SOURCE MATERIAL Block Start

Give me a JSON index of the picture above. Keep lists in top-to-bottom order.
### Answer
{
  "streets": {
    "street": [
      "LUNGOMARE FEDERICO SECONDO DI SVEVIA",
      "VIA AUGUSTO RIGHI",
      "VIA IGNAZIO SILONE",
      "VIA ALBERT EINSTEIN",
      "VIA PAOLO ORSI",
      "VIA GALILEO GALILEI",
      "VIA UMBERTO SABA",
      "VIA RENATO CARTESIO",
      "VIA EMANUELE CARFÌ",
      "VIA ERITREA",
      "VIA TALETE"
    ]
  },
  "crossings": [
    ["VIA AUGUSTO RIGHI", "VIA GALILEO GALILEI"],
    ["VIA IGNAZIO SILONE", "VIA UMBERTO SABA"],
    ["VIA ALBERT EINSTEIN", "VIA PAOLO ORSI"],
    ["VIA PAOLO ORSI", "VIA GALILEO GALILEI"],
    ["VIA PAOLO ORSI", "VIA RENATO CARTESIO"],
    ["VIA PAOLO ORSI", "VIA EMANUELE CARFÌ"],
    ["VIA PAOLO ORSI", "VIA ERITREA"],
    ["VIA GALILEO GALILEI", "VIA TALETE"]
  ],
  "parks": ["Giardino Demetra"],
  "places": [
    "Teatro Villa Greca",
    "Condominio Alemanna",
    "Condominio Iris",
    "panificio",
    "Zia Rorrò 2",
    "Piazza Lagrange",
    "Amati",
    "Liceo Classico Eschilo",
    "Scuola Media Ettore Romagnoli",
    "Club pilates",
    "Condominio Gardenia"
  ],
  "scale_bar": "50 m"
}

SOURCE MATERIAL Block End

• WHAT YOU SHOULD DO
Your task is to retype all of the records exactly.

• COMPLETED EXERCISE
Give me a JSON index of the picture above. Keep lists in top-to-bottom order.
### Answer
{
  "streets": {
    "street": [
      "LUNGOMARE FEDERICO SECONDO DI SVEVIA",
      "VIA AUGUSTO RIGHI",
      "VIA IGNAZIO SILONE",
      "VIA ALBERT EINSTEIN",
      "VIA PAOLO ORSI",
      "VIA GALILEO GALILEI",
      "VIA UMBERTO SABA",
      "VIA RENATO CARTESIO",
      "VIA EMANUELE CARFÌ",
      "VIA ERITREA",
      "VIA TALETE"
    ]
  },
  "crossings": [
    ["VIA AUGUSTO RIGHI", "VIA GALILEO GALILEI"],
    ["VIA IGNAZIO SILONE", "VIA UMBERTO SABA"],
    ["VIA ALBERT EINSTEIN", "VIA PAOLO ORSI"],
    ["VIA PAOLO ORSI", "VIA GALILEO GALILEI"],
    ["VIA PAOLO ORSI", "VIA RENATO CARTESIO"],
    ["VIA PAOLO ORSI", "VIA EMANUELE CARFÌ"],
    ["VIA PAOLO ORSI", "VIA ERITREA"],
    ["VIA GALILEO GALILEI", "VIA TALETE"]
  ],
  "parks": ["Giardino Demetra"],
  "places": [
    "Teatro Villa Greca",
    "Condominio Alemanna",
    "Condominio Iris",
    "panificio",
    "Zia Rorrò 2",
    "Piazza Lagrange",
    "Amati",
    "Liceo Classico Eschilo",
    "Scuola Media Ettore Romagnoli",
    "Club pilates",
    "Condominio Gardenia"
  ],
  "scale_bar": "50 m"
}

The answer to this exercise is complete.